I’m not at all familiar with the Putt-Putt of today. Back in the mid-fifties the only place I remember was on the corner of Ryan and East Streets. Trinity Baptist Church was across East Street from what I called the Mini-Golf place. A large building covers the field now.
I’m afraid my introduction to the sport was less than spectacular. I had a date with an airman stationed at Chennault. Now, the local boys had other names for these young men from the base—”flyboys” and “junior birdmen” being two of the nicer ones.
Back then, when we went on a date we wore dresses or skirts and sweaters. Blue jeans and tennis shoes were for wiener roasts and such. So there I was in a pencil skirt with a kick-pleat in the back and a dolman-sleeved sweater. Saddle oxfords and fold down socks completed the outfit. Not exactly conducive to swinging a putter. It was a double date, but I don’t remember who the other couple was.
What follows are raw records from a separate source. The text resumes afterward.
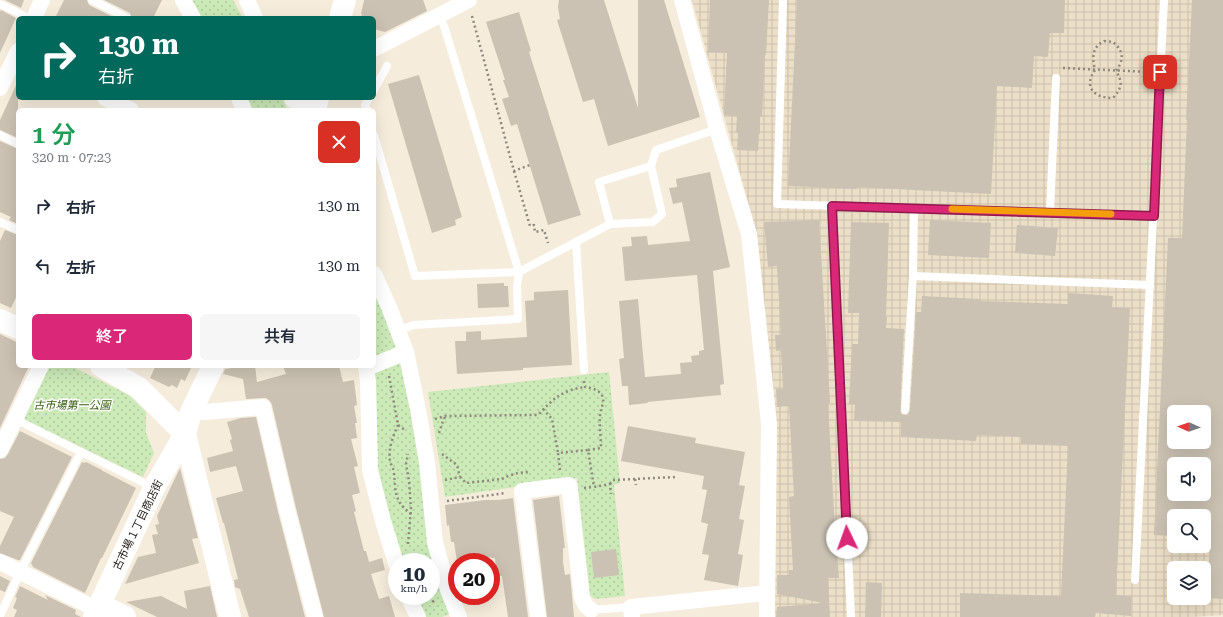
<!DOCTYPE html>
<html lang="ja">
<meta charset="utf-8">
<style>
:root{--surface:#fff;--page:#f6f6f7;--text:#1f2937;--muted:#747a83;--accent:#db2777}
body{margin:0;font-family:"Roboto Serif","Noto Sans JP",serif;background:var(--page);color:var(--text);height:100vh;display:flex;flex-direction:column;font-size:15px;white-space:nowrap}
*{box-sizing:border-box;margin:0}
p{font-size:13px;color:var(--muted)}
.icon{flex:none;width:22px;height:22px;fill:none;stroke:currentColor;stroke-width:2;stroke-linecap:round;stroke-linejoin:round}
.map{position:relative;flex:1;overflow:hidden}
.side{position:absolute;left:16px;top:108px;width:360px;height:260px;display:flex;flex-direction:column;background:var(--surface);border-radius:6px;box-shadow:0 4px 16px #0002}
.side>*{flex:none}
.guide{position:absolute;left:16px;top:16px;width:360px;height:84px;border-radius:6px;box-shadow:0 4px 16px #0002;background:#00695c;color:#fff;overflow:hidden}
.needle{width:26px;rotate:272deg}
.controls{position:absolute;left:1167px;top:405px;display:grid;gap:8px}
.controls a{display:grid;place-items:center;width:44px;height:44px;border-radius:6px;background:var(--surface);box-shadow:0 4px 16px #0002;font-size:20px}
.speed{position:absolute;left:388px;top:553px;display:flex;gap:8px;font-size:20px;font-weight:700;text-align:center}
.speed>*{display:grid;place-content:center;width:52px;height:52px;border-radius:50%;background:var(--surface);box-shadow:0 4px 16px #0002;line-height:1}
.speed small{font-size:10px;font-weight:400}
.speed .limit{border:6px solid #d22;background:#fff;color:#111}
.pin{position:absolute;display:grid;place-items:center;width:34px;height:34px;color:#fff;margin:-17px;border-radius:8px;box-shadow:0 2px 6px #0006}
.me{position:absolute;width:44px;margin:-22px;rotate:357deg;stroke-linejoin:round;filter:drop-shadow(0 0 3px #0008)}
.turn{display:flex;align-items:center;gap:14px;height:84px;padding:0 16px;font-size:18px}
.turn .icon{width:52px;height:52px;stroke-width:2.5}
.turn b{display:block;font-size:28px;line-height:34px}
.round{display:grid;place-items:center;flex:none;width:42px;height:42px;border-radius:6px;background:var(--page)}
.summary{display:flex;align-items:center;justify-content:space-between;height:68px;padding:0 16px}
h1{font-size:24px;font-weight:600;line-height:30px;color:#1e9e55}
.action{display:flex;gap:8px;margin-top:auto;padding:8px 16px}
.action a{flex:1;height:46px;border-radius:6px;background:var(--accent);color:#fff;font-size:16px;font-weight:600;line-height:46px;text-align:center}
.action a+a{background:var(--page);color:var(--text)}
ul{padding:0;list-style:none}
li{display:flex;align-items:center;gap:12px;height:60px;padding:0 16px}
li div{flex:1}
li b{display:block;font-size:15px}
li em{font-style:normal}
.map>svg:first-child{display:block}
.industrial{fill:url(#industrial-grid);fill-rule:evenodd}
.park{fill:url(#park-dots)}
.building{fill:#cbc2b3;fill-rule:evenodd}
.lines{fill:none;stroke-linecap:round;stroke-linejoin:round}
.path{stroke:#8f887d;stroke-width:2.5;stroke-dasharray:2 3;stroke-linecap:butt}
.lane{stroke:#fff;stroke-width:8}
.street{stroke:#fff;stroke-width:16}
.secondary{stroke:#fff;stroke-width:22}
.route-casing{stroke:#8e194d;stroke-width:10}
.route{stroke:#db2777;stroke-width:7}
.slow{stroke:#f59e0b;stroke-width:7}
.labels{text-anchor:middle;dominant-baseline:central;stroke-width:3;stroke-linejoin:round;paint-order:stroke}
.park-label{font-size:11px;font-style:italic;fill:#365d12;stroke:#fff}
.street-label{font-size:11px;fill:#201c17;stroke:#fff}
</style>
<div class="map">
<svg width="1223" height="617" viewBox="0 0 1223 617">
<defs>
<pattern id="industrial-grid" width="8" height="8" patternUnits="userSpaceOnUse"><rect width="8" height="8" fill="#ecdfc8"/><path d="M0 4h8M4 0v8" fill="none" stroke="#cabfab"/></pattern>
<pattern id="park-dots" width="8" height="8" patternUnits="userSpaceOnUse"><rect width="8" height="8" fill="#cbeab8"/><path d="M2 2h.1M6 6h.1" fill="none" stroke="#aec89d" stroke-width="1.8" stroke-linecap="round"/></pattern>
</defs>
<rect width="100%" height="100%" fill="#f5ecdc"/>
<path class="industrial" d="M692 0H1223V615L1192 617H773L777 432 765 332 756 231ZM1174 412H1204V442H1174ZM1174 464H1204V494H1174ZM1174 516H1204V546H1174ZM1174 568H1204V598H1174Z"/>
<g class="park">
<polygon points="189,0 233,0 243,18 199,18"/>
<polygon points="245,98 282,98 287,109 291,110 251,110"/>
<polygon points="374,286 399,349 374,357"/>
<polygon points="402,360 450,614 442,617 423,617 414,596 431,596 431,562 401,562 375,470 374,370"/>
<polygon points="49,366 71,366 129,395 146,412 146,433 154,453 143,477 26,421 24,415"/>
<polygon points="609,372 620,483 614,485 625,596 595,599 590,595 577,478 445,497 428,392"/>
</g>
<g class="building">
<polygon points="5,0 24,0 21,8"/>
<polygon points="64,0 87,0 89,5 115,18 55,18"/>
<polygon points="104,0 162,0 153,18 132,18 130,13"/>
<polygon points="364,0 423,0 427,11 385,32 374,29 374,18 361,18 362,14 361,14"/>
<polygon points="559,0 604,0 638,108 638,0 664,0 700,117 608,146 594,99 583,102 557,20 560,19 558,7"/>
<polygon points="710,0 769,0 766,55 765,55 762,117 760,117 760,134 759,134 758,151 737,150 738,133 736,133 737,116 724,115 727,53 708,52"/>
<polygon points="797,0 1065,0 1064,33 1050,33 1048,57 1034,56 1032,88 997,86 991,194 857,187 857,189 788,186"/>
<path d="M1192 0H1223V599L1207 598 1210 538H1204V516H1174V536L1154 535 1168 238H1182L1187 120H1186ZM1174 412H1204V442H1174ZM1174 464H1204V494H1174Z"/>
<polygon points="1,10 16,18 0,53 0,12"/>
<polygon points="519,12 531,51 529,52 581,215 548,225 517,124 511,126 502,99 509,97 503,80 505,80 486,22"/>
<polygon points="419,75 462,217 455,220 456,225 432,233 388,84"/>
<polygon points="18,81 18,138 0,130 0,120"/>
<polygon points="0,141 18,149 18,224 9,220 11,217 0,212"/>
<polygon points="710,172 730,267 713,271 724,384 720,385 721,395 647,402 648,403 629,405 628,386 622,386 619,359 624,358 619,301 638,299 645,377 681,374 680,363 692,362 691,356 699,355 699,351 704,350 697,275 625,281 622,247 632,246 631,237 647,236 648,245 690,241 682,202 673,204 669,188 677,187 676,179"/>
<polygon points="819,220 830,403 828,403 835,530 839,578 828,578 830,617 776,617 777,607 823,603 777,594 777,575 789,575 789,570 793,570 789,497 794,496 789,406 777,407 776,389 783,389 781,350 776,351 775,335 781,335 777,266 768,267 764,222"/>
<polygon points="930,220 991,223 989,258 928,255"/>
<polygon points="851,222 889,223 886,317 887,317 886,328 904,329 900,410 900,413 904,415 908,415 910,410 916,312 921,312 922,296 979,299 979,301 1068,304 1068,293 1113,296 1112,307 1130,308 1116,595 1132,596 1131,616 1096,613 1095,617 960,617 960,593 1061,596 1068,446 1021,444 1021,437 977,435 976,441 901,437 901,422 854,421 855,404 849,404 852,344 858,344 859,313 848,313"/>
<polygon points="1017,225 1058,228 1055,256 1015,253"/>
<polygon points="5,230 18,235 18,293 11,308 0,303 0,241"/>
<polygon points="504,283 504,286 508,286 509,307 478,308 477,284"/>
<polygon points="568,290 572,365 523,368 523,370 457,374 455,341 466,341 466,332 481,331 481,340 527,337 525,301 534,300 534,292"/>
<polygon points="0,334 18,343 18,366 29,366 0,428"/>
<polygon points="153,366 192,366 185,381 181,379 177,388 172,385 169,387 150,378 155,367"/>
<polygon points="246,366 255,366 257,382 286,374 283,366 339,366 343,382 354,380 357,405 354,406 357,423 355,423 357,438 351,439 358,466 354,467 360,493 352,495 356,511 354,512 364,551 366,551 369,562 382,558 385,570 371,574 379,599 389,596 395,617 324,617 296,508 272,405 270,401 266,398 246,399 243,379 223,374 225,369"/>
<polygon points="256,417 278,512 305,617 249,617 240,589 235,587 234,580 238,579 224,523 223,523 216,498 243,491 236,466 210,472 207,458 233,451 230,440 232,439 227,422 241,418"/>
<polygon points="628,426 696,438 695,443 745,452 739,485 745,486 739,519 744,520 738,554 743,555 738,586 704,580 709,555 702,554 708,524 701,522 707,490 702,489 704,476 621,461"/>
<polygon points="20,431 72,457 20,560 18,560 0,553 0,546 14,517 0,511 0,459 5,458 8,454"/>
<polygon points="82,462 84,463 86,462 102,470 101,470 136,488 102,558 101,558 85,593 33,567 31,563"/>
<polygon points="180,468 198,538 192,539 199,563 125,584 138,557 156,553 152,535 158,534 155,525 159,524 157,516"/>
<polygon points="559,496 565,548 563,548 563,562 565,575 570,574 574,617 547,617 533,500"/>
<polygon points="513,498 528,617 508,617 502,576 497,576 495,558 491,558 491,557 457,562 454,542 451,542 449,525 447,526 445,505 485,500 498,500"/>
<polygon points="616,549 619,575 594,578 591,552"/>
<polygon points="0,576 10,581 5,592 0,590"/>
<polygon points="866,582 882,583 881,617 865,617"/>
<polygon points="20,586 48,600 45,595 76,610 75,614 81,617 14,617 17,610 13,608 17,598 15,597"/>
<polygon points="210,586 217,617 157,617 126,602 161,596 187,609 184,591"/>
</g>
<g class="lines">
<g class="path">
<polyline points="472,16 514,171 530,165"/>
<path d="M1104 41 1113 42C1124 51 1124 60 1116 71 1123 82 1122 88 1113 98 1094 98 1083 87 1095 70 1092 56 1092 48 1104 41Z"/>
<polyline points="1063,68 1150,72"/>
<polyline points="514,171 530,226 534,225 535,232 544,230 548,243"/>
<polyline points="389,376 398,425 405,430"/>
<path d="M584 381 585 387C594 388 605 392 603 403 602 408 600 411 600 416 599 426 601 437 601 448L588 450"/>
<polyline points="543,409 552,419 558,453"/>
<path d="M435 419 445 416 538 415C553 399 562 390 585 387"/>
<path d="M398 425C393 436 388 449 390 461 391 465 394 469 394 473 396 493 394 501 411 514"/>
<polyline points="439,433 443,421 445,417"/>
<polyline points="442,454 457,465 460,477"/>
<polyline points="560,470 558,453 588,450 594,487 610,484 611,494"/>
<polyline points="635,479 636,485"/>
<polyline points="445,480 460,477 466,483 502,479 508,476 518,473 530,472"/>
<polyline points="610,484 613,480 676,477"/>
<polyline points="584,488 594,487"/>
<polyline points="447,501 506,493"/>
<polyline points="408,544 411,509 409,481 406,464 408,454"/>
<polyline points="430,596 434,603"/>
</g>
<g class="lane">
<polyline points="92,0 127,18"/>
<polyline points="783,0 777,204 1154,216"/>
<polyline points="0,4 29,18"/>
<polyline points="374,90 387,66"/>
<polyline points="367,110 365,105 369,98"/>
<polyline points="0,135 18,144"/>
<polyline points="374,135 415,276 519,272 444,26 439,16"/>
<polyline points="832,205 851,617"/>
<polyline points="1050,212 1056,78"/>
<polyline points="0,222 18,230"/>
<polyline points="610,224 599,182 651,166"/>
<polyline points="576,242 584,370"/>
<polyline points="913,276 1150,285"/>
<polyline points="398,331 413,325 518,319 517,286 519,272 610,224 653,222 662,214 651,166 656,150 717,129"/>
<polyline points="905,410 913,276 914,208"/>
<polyline points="15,419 154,488"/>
<polyline points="1135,580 1164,0"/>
<polyline points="591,610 631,607"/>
<polyline points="0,616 20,572 81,452"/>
</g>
<g class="street">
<polyline points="183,0 193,18"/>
<polyline points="247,0 255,18"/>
<polyline points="682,0 717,129 749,234 769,424 767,617"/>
<polyline points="34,18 42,0"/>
<polyline points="374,49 469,0"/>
<polyline points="0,88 18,51"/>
<polyline points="105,98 131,110"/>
<polyline points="239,98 244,110"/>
<polyline points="292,98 293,100 316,108"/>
<polyline points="374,274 389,307 406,352 418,409 427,463 435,542 448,590 459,617"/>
<polyline points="374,365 406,352"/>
<polyline points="366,366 368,382 370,470 383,521 397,566"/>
<polyline points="191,412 204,412 263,407 287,510 315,617"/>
<polyline points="0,450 41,366"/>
<polyline points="0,562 98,610"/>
<polyline points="408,596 418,617"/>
<polyline points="538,617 522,491 569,485 582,598 586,606 591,610"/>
<polyline points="632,617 631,607 767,593"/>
</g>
<g class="secondary">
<polyline points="340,18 345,0"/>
<polyline points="315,110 318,98"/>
<polyline points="0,320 18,328"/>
<polyline points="101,366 139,388 185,434 230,617"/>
<polyline points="100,605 125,617"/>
<polyline points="94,617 154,488 185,434 191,412 213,366"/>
</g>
</g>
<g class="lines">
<defs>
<polyline id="route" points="847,538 832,206 1154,216 1160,72"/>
</defs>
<use href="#route" class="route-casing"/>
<use href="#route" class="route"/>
<polyline class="slow" points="952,209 1111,214"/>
</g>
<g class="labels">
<g class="park-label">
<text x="72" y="405">古市場第一公園</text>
</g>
<g class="street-label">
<text transform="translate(138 525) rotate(-64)">古市場１丁目商店街</text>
</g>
</g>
</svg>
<div class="controls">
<a><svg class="needle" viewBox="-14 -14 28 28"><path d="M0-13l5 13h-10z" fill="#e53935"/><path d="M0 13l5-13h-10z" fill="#747a83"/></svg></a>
<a><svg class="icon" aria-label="sound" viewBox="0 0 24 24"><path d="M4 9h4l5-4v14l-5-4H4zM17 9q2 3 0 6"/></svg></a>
<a><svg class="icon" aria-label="search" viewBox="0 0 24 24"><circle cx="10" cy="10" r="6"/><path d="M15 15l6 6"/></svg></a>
<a><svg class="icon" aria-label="layers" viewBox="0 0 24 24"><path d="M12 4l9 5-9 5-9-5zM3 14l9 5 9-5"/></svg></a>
</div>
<div class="speed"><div>10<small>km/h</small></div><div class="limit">20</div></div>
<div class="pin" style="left:1160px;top:72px;background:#d93025"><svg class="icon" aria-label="arrive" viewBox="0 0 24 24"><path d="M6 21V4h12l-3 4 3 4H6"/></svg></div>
<svg class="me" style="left:847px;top:538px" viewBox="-20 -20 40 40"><circle r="19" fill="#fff"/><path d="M0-13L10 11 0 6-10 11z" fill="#db2777"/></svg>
<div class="guide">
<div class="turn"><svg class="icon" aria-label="right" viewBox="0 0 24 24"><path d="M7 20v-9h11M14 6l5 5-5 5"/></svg><div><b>130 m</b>右折</div></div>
</div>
<section class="side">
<div class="summary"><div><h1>1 分</h1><p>320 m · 07:23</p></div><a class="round" style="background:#d93025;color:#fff"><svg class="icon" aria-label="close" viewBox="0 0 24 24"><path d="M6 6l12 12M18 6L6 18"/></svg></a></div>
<ul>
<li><svg class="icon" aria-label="right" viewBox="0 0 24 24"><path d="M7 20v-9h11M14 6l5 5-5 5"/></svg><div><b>右折</b></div><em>130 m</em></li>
<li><svg class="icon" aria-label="left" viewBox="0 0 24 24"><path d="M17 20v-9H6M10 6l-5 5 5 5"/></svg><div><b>左折</b></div><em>130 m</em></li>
</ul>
<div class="action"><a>終了</a><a>共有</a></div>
</section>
</div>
Had I been with a local boy we would probably have gone to the Paramount for a first-run movie, and a hamburger, fries, and a malt at Tom and Mac’s on Broad Street afterward. I started to get a little concerned when we passed the Paramount and kept going. We drove up and stopped next to this field dotted with a bunch of strange-looking contraptions. I knew what it was, but that was all I knew. I don’t know how to play this, I told him. Don’t worry, he told me, I’ll teach you. They were all over Florida, where he was from.
We selected our iron putters and balls and got in line. I watched everyone ahead of me and decided if they could do it, I could, too. I stepped up and took aim like I had seen him do, hoping I wouldn’t embarrass myself by missing the ball altogether, like the first girl had done. Needn’t have worried. I connected with the ball and it sailed across the street and hit a car parked there.
We looked at each other, and looked around to see if anyone was hyper-ventilating about their vehicle. No one was, so we moved to the next obstacle. I can’t remember if I had to go get my ball in the road or if he got me another one, but he told me just to tap it, not swing. So that’s what I did. Took me six tries to make it to the hole.
The windmill was its own disaster. I’ve forgotten how many times the ball hit the blade and came back to me, but by then I was seriously behind everyone else and knew I’d never make it out of the cellar. By the time we got to the last hole I could not care less what the scorecard showed. I lined up, took aim, swung… and missed the ball by two feet. I did not, however, miss my date’s stomach. Hit him right in the solar plexis. Needless to say, that was my last date with him.
I guess that’s why I’ve never warmed up to watching golf matches on television. In my opinion, golf is the second most boring thing on TV. Sorry, Link Lovers, but that’s my story and I’m sticking to it. What’s the most boring thing to watch? Poker, of course.